A public debate should be initiated and focused mainly on the issue of the Akkuyu nuclear power plant in Turkey, with a view to analysing issues related to the role of the intelligence services, such as:
- Understanding the level of risk that the project poses to Hellenism (Greece-Cyprus)
- Understanding the timeline of the project and therefore the time constraints for its possible treatment.
From the operational point of view, as far as Hellenic national defence is concerned, it must be immediately dealt with, in order to ensure defence against a possible nuclear strike.

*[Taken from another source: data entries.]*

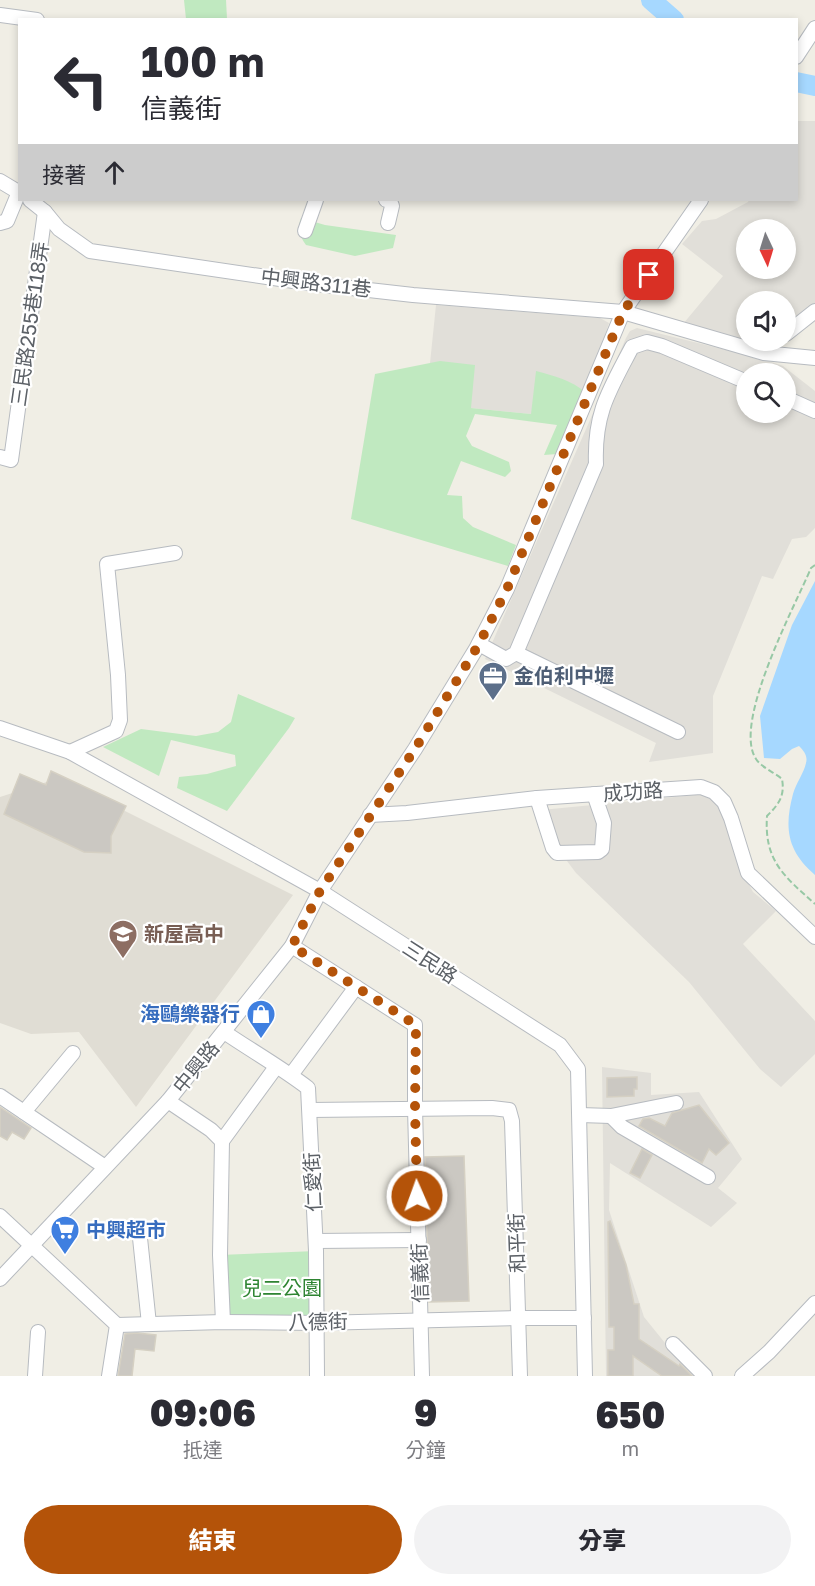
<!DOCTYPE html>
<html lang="zh-TW">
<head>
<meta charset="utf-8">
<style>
	body { margin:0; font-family:"Golos Text","Noto Sans TC",sans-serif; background:#f2f2f3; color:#2b2b33; height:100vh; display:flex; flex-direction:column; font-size:22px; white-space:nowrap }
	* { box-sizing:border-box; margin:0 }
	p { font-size:20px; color:#7c7c81 }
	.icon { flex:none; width:33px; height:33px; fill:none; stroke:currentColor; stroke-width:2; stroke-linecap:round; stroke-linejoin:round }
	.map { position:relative; height:1376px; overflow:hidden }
	.drawer { display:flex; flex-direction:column; background:#fff; flex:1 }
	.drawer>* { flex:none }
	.guide { position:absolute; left:18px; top:18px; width:780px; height:183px; border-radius:0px; box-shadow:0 3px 9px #0003; background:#fff; color:#2b2b33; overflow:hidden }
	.needle { width:39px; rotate:176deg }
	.controls { position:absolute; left:736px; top:219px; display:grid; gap:12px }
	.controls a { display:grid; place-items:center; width:60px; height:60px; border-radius:50%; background:#fff; box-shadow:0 3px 9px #0003; font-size:30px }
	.pin { position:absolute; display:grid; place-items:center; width:51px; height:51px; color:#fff; margin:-26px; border-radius:12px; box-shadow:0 3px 9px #0006 }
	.me { position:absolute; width:66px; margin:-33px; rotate:358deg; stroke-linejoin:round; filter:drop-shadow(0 0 4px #0008) }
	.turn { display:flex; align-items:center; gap:21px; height:126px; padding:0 24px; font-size:27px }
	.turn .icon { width:78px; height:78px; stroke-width:2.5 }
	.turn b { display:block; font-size:42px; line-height:51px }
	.then { display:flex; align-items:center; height:57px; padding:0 24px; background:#0003; gap:12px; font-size:22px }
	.eta { display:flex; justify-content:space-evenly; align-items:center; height:102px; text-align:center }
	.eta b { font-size:36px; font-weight:800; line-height:42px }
	.cta { display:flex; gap:12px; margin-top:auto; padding:12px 24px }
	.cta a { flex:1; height:69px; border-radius:36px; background:#b45309; color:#fff; font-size:24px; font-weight:800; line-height:69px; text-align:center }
	.cta a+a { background:#f2f2f3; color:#2b2b33 }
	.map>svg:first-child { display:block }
</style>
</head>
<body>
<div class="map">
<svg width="815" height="1376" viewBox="0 0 815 1376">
	<rect width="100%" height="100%" fill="#f0eee5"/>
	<g fill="#e1dfd9" fill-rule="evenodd">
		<path d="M797,121H815V307L786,339V302H747V340L784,341L778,345L763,348L678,330L723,276L682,244L702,221L716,219L748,202L749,200H796ZM747,230H786V268H747Z"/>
		<path d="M436,305L600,318L609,323L586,393L531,414L471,408L430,363Z"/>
		<path d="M637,328L763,359L783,366L815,391V528L806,537L792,539L773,579L762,576L713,696V753L649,762L656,743L485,659L626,338L630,331ZM747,374H786V412H747Z"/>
		<path d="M706,794L720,802L743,873L753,892L776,911L743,944L815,1021V1054L781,1087L760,1069L689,982L576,873L564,857L541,810Z"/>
		<path d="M602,1067L651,1073V1095L699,1092L742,1159L718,1188L737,1203L711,1227L610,1163L609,1210L644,1317L665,1343L697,1376H606Z"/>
	</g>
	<path fill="#e0ddd4" d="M59,778L293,895L136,1107L79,1032L31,1034L0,1023V797Z"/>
	<g fill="#c0e9c0">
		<path d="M184,0H226L227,19H186Z"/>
		<path d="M301,218L325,225L396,235L393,248L355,256L306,245C299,235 297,229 301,218Z"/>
		<path d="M440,361L475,365L471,408L531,414L536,371C554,376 572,380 586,393L557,454L544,455L557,425L475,414L466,436L472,446L509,462L511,471L505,477L461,461L447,495L462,496L463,518L473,527L516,545L508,566L351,519L375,374Z"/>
		<path d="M238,694L295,718L289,728L227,811L177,788L179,777L207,774L236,766L235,755L171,740L159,776L103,747L141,729L196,736L218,732L231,722Z"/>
		<path d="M316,1251L318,1323L223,1322L220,1255Z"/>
	</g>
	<path fill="#a6d8ff" d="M815,581V875C787,851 784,828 793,794C796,783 804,773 806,763C808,756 804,751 799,746L792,749L780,759L764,758L760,716L792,625Z"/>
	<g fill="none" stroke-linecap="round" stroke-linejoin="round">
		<g stroke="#a6d8ff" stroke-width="20">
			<path d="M651,0L674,20"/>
			<path d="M796,82L815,86"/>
		</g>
	</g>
	<g fill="#cbc8c2" stroke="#d5d0c3" stroke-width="1.5">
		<path d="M51,771L126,806L111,836V853L84,852L4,814L20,774L46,785Z"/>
		<path d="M637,1077V1089H634V1096L607,1097V1078Z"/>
		<path d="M699,1105L729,1143L716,1155L709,1149L702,1163L639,1126L643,1119L649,1118L665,1126L672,1113Z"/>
		<path d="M0,1107L31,1128L24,1139L12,1132L7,1140L0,1136Z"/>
		<path d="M642,1149L652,1155L640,1178L630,1173Z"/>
		<path d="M464,1156L469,1301L429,1302L425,1157Z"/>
		<path d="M610,1221L626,1265L634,1304H639V1339L679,1366L680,1364L692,1376H662L633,1356V1376H608V1350H614V1327H609L608,1222Z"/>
		<path d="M137,1333L156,1335L154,1351L135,1349L132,1376H118L125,1334Z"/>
	</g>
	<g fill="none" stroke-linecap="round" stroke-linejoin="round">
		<g stroke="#b7bbc0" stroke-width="16">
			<g id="minor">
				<path d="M0,15L37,20"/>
				<path d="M796,57L815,28"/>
				<path d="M0,181L20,193"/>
				<path d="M30,200L45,212L59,229L90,251L307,283L413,295L623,312L764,353L815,358"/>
				<path d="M386,200L390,201L392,206L388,223"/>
				<path d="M0,223L7,221L19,192"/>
				<path d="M305,231L316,200"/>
				<path d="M786,334L815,311"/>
				<path d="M786,398L815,411"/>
				<path d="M0,457L11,460L45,212"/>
				<path d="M479,644L506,659L516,653L596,464C594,413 609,391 632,347L647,342L662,346L747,382"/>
				<path d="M516,653L678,732"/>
				<path d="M0,728L70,752L320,891L560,1045L578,1069L585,1376"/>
				<path d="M70,752L116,731L120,720L118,675L107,564L175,553"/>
				<path d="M537,798L553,848L557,853L598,852L602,849L604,823L594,794"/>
				<path d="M370,815L407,813L537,798L701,787L714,792L724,802L731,818L748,873L815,937"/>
				<path d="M292,946L415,1025V1108L422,1376"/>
				<path d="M224,1032C252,1051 282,1068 308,1088L316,1251L317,1376"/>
				<path d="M291,1075L356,987"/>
				<path d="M0,1096L105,1167"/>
				<path d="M168,1101L211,1130L222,1141L220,1255L223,1322"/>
				<path d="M310,1110L492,1108L509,1110L512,1121L520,1376"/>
				<path d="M24,1112L73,1053"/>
				<path d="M580,1115L611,1116L676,1103"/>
				<path d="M611,1116L622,1127L708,1177"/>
				<path d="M222,1141L276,1067"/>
				<path d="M0,1216L117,1325L109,1376"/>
				<path d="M140,1238L149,1324"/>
				<path d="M316,1241L419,1240"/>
				<path d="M0,1279L168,1101L292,946L320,891L415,749L476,649L507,589L623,312L701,200"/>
				<path d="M117,1325L223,1322L318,1323L519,1318H584"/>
				<path d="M673,1344L705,1376"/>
				<path d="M35,1376L38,1332"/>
				<path d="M742,1376L769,1352L815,1303"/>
			</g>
		</g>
		<path stroke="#97c8a5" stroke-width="2" stroke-dasharray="6 3" stroke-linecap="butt" d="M815,565L811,568C795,606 732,723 756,759C762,768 774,772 782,779C785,796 779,804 767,816C764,861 784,876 815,904"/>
		<use href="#minor" stroke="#fff" stroke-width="14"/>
	</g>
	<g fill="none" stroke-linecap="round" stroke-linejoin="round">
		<path stroke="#b45309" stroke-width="10" stroke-dasharray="0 18" d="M417,1196L415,1108L416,1025L292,946L320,891L415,749L479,644L507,589L623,312L649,275"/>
	</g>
	<defs>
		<g id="office-pin" transform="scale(1.5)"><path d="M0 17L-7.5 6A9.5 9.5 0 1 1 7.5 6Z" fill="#5c6f8a" stroke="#fff"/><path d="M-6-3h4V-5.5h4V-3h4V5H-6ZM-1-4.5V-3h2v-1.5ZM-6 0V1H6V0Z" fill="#fff"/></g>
		<g id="school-pin" transform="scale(1.5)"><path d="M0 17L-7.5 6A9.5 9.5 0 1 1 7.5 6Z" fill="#8d6e63" stroke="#fff"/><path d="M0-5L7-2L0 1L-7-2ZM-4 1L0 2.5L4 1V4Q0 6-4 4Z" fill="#fff"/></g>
		<g id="shop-pin" transform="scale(1.5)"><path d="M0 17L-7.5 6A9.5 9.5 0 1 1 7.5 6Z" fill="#3f7fe0" stroke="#fff"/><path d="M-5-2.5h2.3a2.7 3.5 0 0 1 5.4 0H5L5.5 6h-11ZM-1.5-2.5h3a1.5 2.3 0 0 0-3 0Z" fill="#fff"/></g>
		<g id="supermarket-pin" transform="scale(1.5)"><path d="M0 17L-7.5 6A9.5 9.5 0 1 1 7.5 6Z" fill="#3f7fe0" stroke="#fff"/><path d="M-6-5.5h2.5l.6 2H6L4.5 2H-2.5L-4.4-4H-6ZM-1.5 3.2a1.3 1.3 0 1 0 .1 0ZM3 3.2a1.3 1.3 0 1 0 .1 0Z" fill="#fff"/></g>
	</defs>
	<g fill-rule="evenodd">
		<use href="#office-pin" x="493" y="676"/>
		<use href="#school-pin" x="123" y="934"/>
		<use href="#shop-pin" x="261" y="1014"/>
		<use href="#supermarket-pin" x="65" y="1230"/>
	</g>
	<g text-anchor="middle" stroke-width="4.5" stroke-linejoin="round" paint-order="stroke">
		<g font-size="20" fill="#5c6167" stroke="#fff">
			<text transform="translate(316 283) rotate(7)" y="7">中興路311巷</text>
			<text transform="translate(30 324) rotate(-82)" y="7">三民路255巷118弄</text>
			<text transform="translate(633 792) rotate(-4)" y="7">成功路</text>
			<text transform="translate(430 962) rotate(33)" y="7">三民路</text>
			<text transform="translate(196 1067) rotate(-51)" y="7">中興路</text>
			<text transform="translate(313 1182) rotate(-93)" y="7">仁愛街</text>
			<text transform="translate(517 1243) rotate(-92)" y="7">和平街</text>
			<text transform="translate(420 1273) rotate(-92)" y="7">信義街</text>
			<text transform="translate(318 1322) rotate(-1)" y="7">八德街</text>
		</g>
		<g font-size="20" font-weight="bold" fill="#4e5e75" stroke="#fff" text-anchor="start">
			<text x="514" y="683">金伯利中壢</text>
		</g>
		<g font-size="20" font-weight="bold" fill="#785e54" stroke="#fff" text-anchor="start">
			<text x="144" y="941">新屋高中</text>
		</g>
		<g font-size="20" font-weight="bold" fill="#366cbe" stroke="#fff" text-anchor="end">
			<text x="240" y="1021">海鷗樂器行</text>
			<text x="86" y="1237" text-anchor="start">中興超市</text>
		</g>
		<g font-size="20" fill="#2e8432" stroke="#fff">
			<text x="282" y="1295">兒二公園</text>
		</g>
	</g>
</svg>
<div class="controls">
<a><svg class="needle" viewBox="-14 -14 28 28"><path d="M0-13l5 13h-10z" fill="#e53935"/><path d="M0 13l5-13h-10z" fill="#7c7c81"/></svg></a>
<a><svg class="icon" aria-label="sound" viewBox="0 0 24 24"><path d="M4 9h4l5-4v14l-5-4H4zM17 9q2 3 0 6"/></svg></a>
<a><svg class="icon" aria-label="search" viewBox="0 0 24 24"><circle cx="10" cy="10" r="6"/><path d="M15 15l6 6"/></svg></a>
</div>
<div class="pin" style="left:649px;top:275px;background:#d93025"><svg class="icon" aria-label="arrive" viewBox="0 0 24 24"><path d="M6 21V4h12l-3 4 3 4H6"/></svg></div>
<svg class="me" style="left:417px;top:1196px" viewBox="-20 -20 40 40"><circle r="17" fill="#b45309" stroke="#fff" stroke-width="3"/><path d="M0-11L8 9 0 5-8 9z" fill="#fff"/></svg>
<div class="guide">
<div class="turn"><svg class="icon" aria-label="left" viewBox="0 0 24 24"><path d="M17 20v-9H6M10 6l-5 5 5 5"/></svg><div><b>100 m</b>信義街</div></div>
<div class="then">接著<svg class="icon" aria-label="ahead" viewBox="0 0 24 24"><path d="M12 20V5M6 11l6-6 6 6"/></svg></div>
</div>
</div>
<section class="drawer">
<div class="eta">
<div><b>09:06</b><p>抵達</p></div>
<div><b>9</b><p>分鐘</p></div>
<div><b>650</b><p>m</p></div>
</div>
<div class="cta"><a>結束</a><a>分享</a></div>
</section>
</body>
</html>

Especially aware of the history of genocide, the ruthless imperialist role of Turkey, the impossibility of listening ears on the part of the neighboring country and the danger that Hellas will very soon be threatened by the development of nuclear weapons that may even hit its urban centers, a dialogue should address, directly, in this context, issues such as:
- Set out to do new operational planning and execution of exercises
- Assessment of risks and reactions in a preventive stroke operation
- Campaign, in all forums to build international legitimacy.
It is important to recognize that intelligence operations do not end with the discovery of the opponent’s intention. Intelligence services have to face two specific challenges. First, at the strategic level, they need to assess the type of response – or lack of response – to an attack that is likely to come from Turkey.
In this context, the development of the idea of “area of denial” would constitute a conceptual innovation. As for the challenge, namely the attack itself, the intelligence services must provide accurate information about preparation, concentration of forces and planning. The execution of a possible attack requires close cooperation between the tactical intelligence units and the operational and investigative bodies. It also seems important that the join operations of the secret services, in its various elements, can be able to unite its efforts and operate with a high level of “community”, regarding threat assessment and possible responses to the attack.